WHAT TO DO >>
Return each line of the material below exactly. Begin at the first and end on the line with "0 #979795) drop-shadow(-2px".
*** Opening of SUPPLIED DATA ***
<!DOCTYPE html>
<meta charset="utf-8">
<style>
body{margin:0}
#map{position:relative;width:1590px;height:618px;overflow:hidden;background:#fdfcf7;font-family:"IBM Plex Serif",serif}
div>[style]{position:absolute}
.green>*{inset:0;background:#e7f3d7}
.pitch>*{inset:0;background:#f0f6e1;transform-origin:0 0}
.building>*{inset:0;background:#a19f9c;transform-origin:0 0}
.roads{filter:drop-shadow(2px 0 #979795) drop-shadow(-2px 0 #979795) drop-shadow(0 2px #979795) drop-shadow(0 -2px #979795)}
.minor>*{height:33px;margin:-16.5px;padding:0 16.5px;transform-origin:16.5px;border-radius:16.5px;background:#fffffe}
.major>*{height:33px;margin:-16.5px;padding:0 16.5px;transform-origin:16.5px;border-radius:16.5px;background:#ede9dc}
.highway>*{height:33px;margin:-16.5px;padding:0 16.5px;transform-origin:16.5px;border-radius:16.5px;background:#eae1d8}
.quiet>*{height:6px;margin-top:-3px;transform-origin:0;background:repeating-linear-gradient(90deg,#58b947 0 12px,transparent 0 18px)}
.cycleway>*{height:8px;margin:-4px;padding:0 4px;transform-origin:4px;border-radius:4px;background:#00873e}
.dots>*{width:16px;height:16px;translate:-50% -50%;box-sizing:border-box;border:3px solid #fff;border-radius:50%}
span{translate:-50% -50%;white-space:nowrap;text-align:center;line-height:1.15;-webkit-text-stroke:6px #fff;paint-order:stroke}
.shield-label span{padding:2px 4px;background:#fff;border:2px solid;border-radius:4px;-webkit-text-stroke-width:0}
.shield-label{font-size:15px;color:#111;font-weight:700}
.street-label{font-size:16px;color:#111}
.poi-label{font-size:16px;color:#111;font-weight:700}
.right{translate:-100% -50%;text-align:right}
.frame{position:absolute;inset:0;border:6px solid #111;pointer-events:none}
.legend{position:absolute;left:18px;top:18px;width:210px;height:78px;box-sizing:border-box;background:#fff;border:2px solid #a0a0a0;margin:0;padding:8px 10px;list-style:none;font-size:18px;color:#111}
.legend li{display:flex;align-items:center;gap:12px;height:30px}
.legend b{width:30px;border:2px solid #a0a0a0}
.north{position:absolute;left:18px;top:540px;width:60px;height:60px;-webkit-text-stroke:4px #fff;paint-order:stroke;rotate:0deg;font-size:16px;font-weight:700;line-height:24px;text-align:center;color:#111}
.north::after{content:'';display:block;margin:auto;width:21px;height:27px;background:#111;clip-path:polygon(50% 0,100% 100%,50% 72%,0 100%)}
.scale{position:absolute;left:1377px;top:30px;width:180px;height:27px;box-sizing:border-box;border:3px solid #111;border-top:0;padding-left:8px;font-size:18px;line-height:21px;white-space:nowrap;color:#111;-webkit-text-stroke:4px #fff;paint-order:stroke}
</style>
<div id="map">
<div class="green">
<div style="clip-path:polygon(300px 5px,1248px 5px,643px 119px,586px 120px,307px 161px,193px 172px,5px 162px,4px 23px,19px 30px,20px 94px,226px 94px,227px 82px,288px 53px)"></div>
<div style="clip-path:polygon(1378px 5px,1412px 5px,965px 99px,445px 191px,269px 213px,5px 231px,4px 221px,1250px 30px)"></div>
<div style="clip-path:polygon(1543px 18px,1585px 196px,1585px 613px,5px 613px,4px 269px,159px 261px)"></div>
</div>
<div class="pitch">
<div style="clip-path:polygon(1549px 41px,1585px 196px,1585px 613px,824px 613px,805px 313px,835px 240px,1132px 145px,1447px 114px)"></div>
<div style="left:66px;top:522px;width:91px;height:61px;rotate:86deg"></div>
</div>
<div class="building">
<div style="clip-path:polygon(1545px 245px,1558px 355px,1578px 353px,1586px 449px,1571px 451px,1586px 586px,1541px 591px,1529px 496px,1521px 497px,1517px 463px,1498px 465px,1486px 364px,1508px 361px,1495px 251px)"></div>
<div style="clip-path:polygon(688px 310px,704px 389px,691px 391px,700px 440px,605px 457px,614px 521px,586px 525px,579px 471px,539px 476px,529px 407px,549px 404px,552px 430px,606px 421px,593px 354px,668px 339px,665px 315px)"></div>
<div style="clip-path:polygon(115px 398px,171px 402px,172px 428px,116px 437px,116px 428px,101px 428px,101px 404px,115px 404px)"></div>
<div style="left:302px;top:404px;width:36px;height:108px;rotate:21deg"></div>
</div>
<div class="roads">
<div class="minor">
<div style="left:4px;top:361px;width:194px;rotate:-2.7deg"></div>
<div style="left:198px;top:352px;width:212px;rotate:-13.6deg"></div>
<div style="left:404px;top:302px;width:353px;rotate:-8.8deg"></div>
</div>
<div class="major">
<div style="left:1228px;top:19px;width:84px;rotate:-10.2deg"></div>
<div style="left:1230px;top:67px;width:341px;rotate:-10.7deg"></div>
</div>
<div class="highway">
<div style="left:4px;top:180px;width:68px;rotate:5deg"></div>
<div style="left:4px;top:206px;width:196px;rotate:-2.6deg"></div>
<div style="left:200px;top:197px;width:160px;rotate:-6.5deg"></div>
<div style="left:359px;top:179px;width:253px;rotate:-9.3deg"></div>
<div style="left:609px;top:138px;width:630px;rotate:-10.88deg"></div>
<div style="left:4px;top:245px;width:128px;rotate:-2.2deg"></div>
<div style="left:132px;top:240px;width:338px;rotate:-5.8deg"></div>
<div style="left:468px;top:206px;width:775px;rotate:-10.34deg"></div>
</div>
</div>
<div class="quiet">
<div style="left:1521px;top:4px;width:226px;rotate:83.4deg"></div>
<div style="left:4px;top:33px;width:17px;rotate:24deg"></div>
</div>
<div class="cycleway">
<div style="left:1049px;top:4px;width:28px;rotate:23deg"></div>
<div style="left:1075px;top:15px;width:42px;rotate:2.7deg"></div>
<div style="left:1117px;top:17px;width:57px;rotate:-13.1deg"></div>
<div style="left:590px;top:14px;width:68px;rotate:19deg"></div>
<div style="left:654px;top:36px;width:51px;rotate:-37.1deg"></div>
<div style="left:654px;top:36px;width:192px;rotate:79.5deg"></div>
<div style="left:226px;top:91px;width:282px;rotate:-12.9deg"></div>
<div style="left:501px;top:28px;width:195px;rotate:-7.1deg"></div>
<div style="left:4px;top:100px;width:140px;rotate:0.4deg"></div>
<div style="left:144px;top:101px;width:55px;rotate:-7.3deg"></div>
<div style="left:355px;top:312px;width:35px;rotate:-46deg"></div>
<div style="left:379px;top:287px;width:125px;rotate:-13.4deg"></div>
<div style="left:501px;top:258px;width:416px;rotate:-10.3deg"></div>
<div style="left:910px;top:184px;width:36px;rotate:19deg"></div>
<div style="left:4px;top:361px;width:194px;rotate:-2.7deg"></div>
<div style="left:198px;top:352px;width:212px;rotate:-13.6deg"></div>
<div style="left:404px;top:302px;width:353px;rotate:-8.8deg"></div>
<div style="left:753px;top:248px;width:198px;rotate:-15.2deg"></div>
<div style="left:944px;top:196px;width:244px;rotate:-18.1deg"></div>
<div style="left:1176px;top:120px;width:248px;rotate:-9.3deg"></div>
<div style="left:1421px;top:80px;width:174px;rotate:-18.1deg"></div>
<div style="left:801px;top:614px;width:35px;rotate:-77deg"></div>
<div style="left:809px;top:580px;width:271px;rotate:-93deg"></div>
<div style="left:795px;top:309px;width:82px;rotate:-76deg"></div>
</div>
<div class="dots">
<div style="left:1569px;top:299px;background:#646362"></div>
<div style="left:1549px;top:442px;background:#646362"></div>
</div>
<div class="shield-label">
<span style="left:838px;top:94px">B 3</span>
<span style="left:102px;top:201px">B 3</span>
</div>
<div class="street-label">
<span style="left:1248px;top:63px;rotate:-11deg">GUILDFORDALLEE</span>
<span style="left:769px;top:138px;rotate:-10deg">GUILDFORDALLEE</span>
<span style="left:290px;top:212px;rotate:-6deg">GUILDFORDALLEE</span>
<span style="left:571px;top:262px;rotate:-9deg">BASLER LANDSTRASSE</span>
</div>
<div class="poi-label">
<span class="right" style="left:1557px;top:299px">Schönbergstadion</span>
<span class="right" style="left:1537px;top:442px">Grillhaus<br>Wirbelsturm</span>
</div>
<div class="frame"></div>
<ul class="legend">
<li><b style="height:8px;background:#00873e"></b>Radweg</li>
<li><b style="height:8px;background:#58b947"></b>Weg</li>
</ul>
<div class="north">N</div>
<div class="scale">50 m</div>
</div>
*** Close of SUPPLIED DATA ***
RESPONSE >>
<!DOCTYPE html>
<meta charset="utf-8">
<style>
body{margin:0}
#map{position:relative;width:1590px;height:618px;overflow:hidden;background:#fdfcf7;font-family:"IBM Plex Serif",serif}
div>[style]{position:absolute}
.green>*{inset:0;background:#e7f3d7}
.pitch>*{inset:0;background:#f0f6e1;transform-origin:0 0}
.building>*{inset:0;background:#a19f9c;transform-origin:0 0}
.roads{filter:drop-shadow(2px 0 #979795) drop-shadow(-2px 0 #979795) drop-shadow(0 2px #979795) drop-shadow(0 -2px #979795)}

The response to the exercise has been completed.